私は本格的にエルヴィン団長のお手伝いや、リヴァイさんにしごかれるようになり、忙しい毎日を送っていた。
たまに、リヴァイさんが熱い視線を送ってくることがある。
まだ、私のことを好いてくれているのだろう。
その気持ちはとても嬉しい。
でも…私は…。
ぼんやりと考えながら廊下を歩いていると、曲がり角で人とぶつかって尻もちをついてしまった。
「っ、たた…」
「す、すみません!大丈夫ですか?」
「はい、私こそすみません。よそ見をしていて…」
ぶつかってしまった男性兵士が手を差し伸べてくれたので遠慮なくその手を取って立ち上がった。
その瞬間、背筋が凍るような鋭い視線を感じた。
な、なんだろう…いや…考えなくてもわかる…この視線は…。
視線の先にいる人を見ると…予想通りの人が立っていた。
眉間に深くシワを刻み、人を殺しそうな鋭い眼光を放つ、リヴァイさんだった。
よく見るとリヴァイさんの視線は私ではなく、私とぶつかった男性兵士の方に向いている。
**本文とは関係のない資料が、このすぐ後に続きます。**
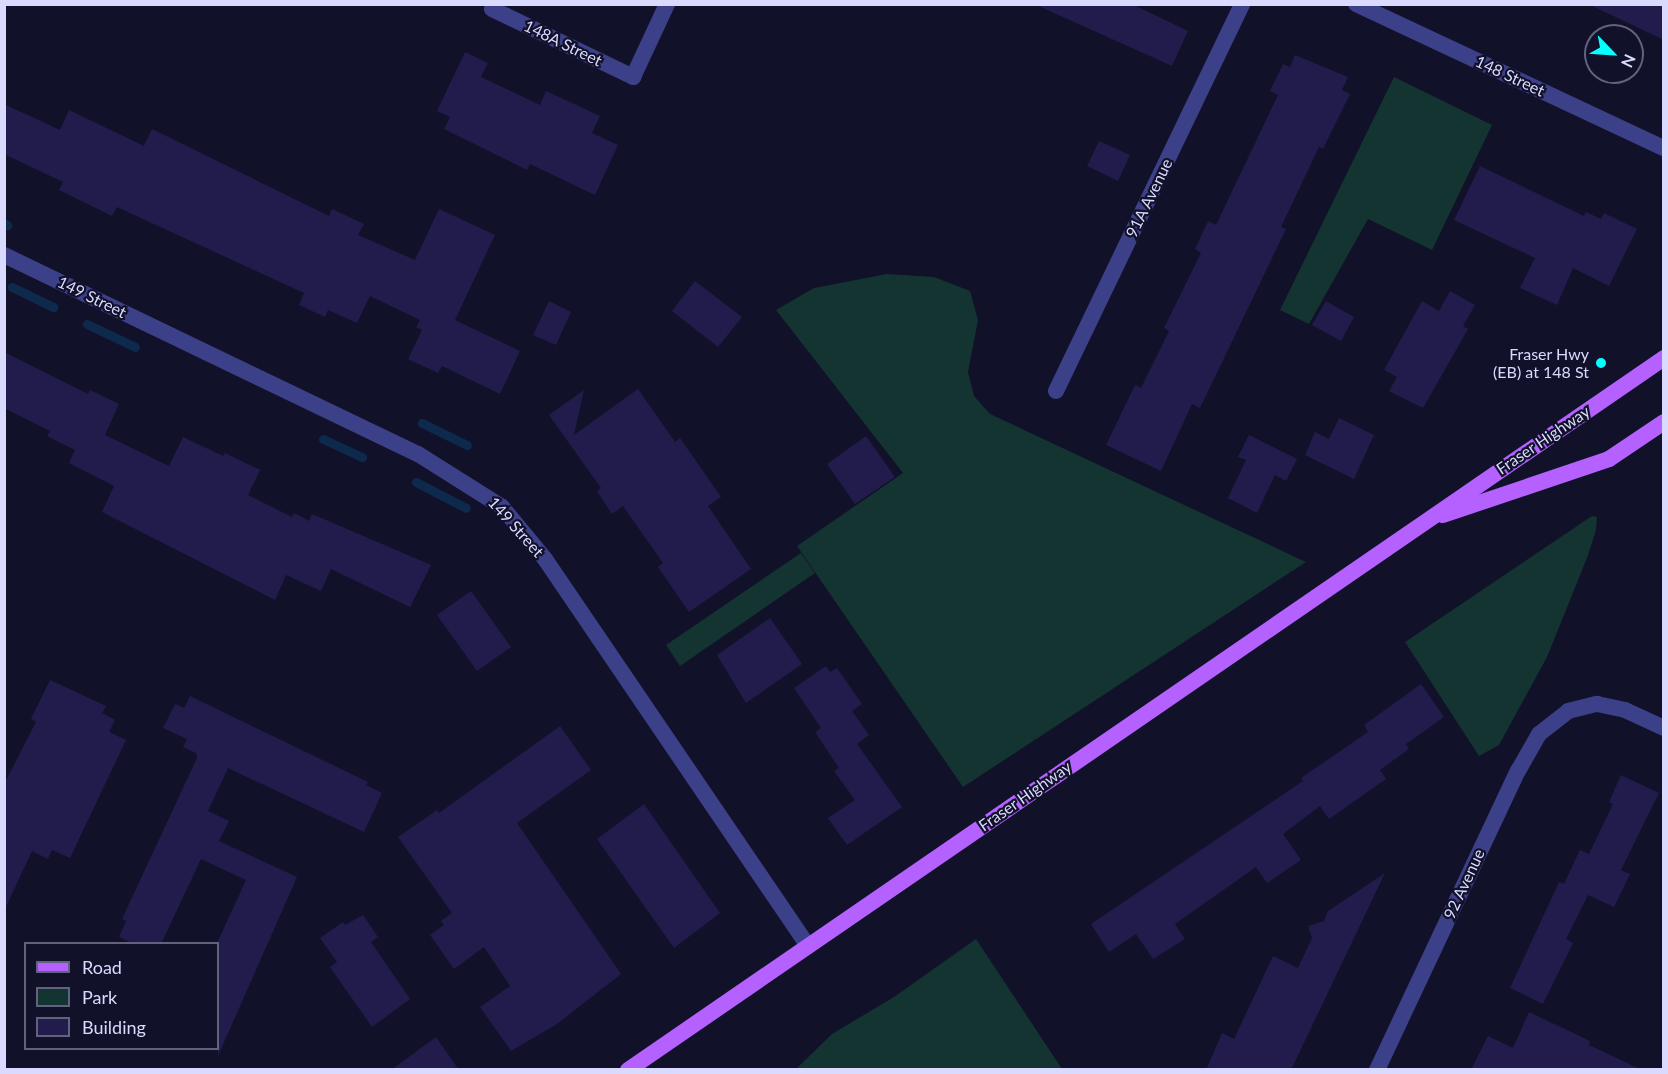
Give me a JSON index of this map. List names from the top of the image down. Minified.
{"streets":{"main road":["Fraser Highway"],"street":["148A Street","148 Street","91A Avenue","149 Street","92 Avenue"]},"crossings":[["149 Street","Fraser Highway"]],"places":["Fraser Hwy (EB) at 148 St"],"legend":["Road","Park","Building"],"north":"bottom right"}
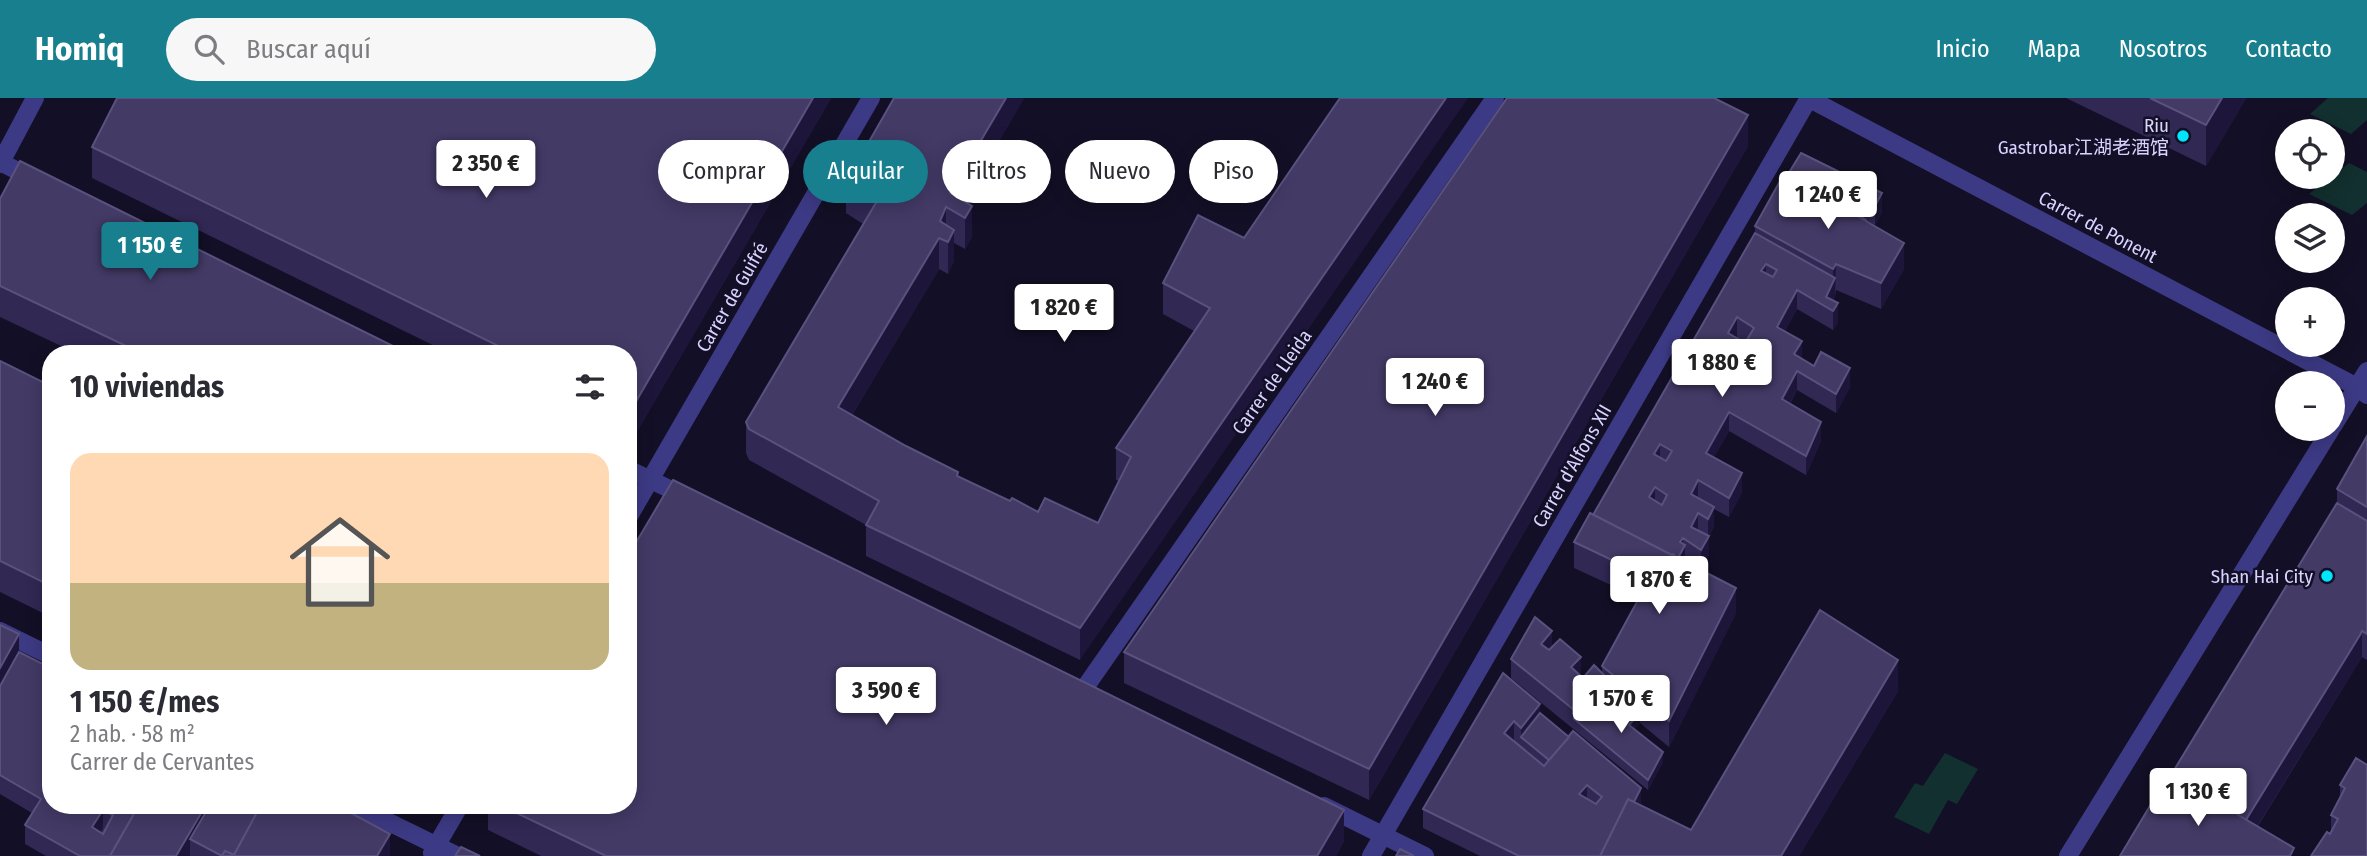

その視線に震え上がっている男性兵士の元に、リヴァイさんがズンズンと近づいてくる。
「…おい、お前、ちょっと来い」
「は、はいぃ!!」
リヴァイさんは男性兵士の胸倉を掴み、ズルズルと引きずってどこかへ行ってしまった。
私はその迫力に何も出来ず、ただ呆然と見ていることしか出来なかった。
ハンジさんもその光景を見ていたのか、私の元へやってくる。
「あぁ~…リヴァイ、気が立ってるね~」
「はい…どうしてでしょう…」
「イリア、リヴァイと何かあった?」
「いえ、特には……あ…」
「その顔は何かあったって顔だね!?」
ハンジさんはキラキラと目を輝かせた。
「詳しく聞かせて!いいよね!さぁイリアの部屋でじっくり聞かせて!」
「え、ちょ、ハンジさん!?」
ハンジさんに腕を掴まれ、ズルズルと引きずられていった。